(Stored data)
....................

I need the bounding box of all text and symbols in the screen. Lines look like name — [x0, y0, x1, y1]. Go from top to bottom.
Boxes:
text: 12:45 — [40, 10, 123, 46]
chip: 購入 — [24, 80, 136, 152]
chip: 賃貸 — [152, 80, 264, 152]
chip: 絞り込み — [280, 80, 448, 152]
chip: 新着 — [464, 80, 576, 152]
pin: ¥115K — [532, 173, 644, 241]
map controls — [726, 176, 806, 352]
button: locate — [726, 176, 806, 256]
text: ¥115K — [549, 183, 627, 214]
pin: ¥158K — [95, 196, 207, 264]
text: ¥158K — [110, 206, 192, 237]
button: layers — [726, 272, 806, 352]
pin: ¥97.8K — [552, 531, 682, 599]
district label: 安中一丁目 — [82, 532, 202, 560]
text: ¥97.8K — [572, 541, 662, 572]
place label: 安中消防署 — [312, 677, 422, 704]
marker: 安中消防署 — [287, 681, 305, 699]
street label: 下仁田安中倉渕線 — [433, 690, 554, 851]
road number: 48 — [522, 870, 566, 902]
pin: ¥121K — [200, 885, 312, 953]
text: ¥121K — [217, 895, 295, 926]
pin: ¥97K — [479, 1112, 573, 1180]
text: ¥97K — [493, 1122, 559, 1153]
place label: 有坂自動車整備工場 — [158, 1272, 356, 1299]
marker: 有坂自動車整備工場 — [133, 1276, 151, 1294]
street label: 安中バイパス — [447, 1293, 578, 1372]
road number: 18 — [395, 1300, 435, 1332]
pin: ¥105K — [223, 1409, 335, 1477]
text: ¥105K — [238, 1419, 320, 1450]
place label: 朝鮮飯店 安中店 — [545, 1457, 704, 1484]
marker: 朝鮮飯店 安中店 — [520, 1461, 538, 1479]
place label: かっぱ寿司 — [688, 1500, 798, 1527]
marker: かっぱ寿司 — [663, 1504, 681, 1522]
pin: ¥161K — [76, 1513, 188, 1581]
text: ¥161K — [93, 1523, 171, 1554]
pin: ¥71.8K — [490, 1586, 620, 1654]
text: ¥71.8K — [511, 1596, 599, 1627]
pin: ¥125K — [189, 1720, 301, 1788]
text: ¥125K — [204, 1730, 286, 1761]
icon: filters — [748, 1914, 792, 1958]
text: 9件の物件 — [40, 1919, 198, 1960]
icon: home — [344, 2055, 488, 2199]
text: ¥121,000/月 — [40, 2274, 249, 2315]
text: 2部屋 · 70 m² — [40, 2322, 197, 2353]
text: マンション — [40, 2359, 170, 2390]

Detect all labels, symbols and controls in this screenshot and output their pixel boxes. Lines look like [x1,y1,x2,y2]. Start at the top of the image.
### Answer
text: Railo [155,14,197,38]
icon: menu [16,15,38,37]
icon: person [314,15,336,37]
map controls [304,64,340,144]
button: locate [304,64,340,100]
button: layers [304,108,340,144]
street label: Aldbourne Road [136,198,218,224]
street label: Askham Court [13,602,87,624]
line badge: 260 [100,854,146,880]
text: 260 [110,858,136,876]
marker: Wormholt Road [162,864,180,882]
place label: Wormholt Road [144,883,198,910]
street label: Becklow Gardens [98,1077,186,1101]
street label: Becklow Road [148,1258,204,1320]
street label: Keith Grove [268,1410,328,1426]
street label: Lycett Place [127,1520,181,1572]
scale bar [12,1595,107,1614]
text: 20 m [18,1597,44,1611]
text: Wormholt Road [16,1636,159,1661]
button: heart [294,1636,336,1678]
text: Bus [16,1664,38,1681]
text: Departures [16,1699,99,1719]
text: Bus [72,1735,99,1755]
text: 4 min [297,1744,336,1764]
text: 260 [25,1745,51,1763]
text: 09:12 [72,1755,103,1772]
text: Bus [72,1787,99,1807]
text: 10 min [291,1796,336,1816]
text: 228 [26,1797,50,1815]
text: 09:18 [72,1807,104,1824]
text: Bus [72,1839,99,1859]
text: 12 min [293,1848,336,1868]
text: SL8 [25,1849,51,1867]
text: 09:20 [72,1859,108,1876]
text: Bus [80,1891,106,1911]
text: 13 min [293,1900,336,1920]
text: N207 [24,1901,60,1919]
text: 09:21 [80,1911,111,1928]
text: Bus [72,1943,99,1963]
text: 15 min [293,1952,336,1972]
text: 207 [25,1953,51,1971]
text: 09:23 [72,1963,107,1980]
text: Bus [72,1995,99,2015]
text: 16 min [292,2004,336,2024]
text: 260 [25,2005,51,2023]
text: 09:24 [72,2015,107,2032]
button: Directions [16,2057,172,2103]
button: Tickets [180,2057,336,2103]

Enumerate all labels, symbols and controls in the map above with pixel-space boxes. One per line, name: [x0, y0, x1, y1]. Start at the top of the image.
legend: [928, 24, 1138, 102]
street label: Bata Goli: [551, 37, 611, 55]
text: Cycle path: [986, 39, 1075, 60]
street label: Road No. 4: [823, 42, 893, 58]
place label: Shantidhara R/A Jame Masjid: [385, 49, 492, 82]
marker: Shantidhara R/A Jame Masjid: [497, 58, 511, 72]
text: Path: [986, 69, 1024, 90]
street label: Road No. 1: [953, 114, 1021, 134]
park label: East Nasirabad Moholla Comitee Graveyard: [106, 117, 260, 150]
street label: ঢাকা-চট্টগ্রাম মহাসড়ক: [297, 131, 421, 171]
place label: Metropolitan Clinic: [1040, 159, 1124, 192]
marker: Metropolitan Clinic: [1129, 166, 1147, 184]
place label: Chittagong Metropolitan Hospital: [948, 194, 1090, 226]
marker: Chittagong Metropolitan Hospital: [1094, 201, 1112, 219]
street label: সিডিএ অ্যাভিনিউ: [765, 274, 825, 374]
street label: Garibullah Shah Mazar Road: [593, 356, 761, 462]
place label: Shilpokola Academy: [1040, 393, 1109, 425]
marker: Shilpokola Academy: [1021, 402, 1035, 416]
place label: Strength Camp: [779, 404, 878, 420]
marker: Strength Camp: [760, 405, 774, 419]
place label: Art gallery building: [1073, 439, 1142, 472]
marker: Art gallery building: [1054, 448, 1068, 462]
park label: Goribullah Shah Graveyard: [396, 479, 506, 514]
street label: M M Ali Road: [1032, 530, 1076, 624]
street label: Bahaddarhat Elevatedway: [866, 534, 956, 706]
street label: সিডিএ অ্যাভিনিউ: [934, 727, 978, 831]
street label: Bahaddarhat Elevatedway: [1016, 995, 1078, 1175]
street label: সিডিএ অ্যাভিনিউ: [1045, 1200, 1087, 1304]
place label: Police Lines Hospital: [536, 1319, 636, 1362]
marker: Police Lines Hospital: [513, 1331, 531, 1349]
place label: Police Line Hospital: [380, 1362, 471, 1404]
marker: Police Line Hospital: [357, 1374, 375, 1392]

....................

__EXERCISE OBJECTIVE__:
Where the line containing "Enumerate all labels, symbols" appears in the records above, begin there and print every line through the last, exactly and with nothing else.

__TASK RESPONSE__:
Enumerate all labels, symbols and controls in the map above with pixel-space boxes. One per line, name: [x0, y0, x1, y1]. Start at the top of the image.
legend: [928, 24, 1138, 102]
street label: Bata Goli: [551, 37, 611, 55]
text: Cycle path: [986, 39, 1075, 60]
street label: Road No. 4: [823, 42, 893, 58]
place label: Shantidhara R/A Jame Masjid: [385, 49, 492, 82]
marker: Shantidhara R/A Jame Masjid: [497, 58, 511, 72]
text: Path: [986, 69, 1024, 90]
street label: Road No. 1: [953, 114, 1021, 134]
park label: East Nasirabad Moholla Comitee Graveyard: [106, 117, 260, 150]
street label: ঢাকা-চট্টগ্রাম মহাসড়ক: [297, 131, 421, 171]
place label: Metropolitan Clinic: [1040, 159, 1124, 192]
marker: Metropolitan Clinic: [1129, 166, 1147, 184]
place label: Chittagong Metropolitan Hospital: [948, 194, 1090, 226]
marker: Chittagong Metropolitan Hospital: [1094, 201, 1112, 219]
street label: সিডিএ অ্যাভিনিউ: [765, 274, 825, 374]
street label: Garibullah Shah Mazar Road: [593, 356, 761, 462]
place label: Shilpokola Academy: [1040, 393, 1109, 425]
marker: Shilpokola Academy: [1021, 402, 1035, 416]
place label: Strength Camp: [779, 404, 878, 420]
marker: Strength Camp: [760, 405, 774, 419]
place label: Art gallery building: [1073, 439, 1142, 472]
marker: Art gallery building: [1054, 448, 1068, 462]
park label: Goribullah Shah Graveyard: [396, 479, 506, 514]
street label: M M Ali Road: [1032, 530, 1076, 624]
street label: Bahaddarhat Elevatedway: [866, 534, 956, 706]
street label: সিডিএ অ্যাভিনিউ: [934, 727, 978, 831]
street label: Bahaddarhat Elevatedway: [1016, 995, 1078, 1175]
street label: সিডিএ অ্যাভিনিউ: [1045, 1200, 1087, 1304]
place label: Police Lines Hospital: [536, 1319, 636, 1362]
marker: Police Lines Hospital: [513, 1331, 531, 1349]
place label: Police Line Hospital: [380, 1362, 471, 1404]
marker: Police Line Hospital: [357, 1374, 375, 1392]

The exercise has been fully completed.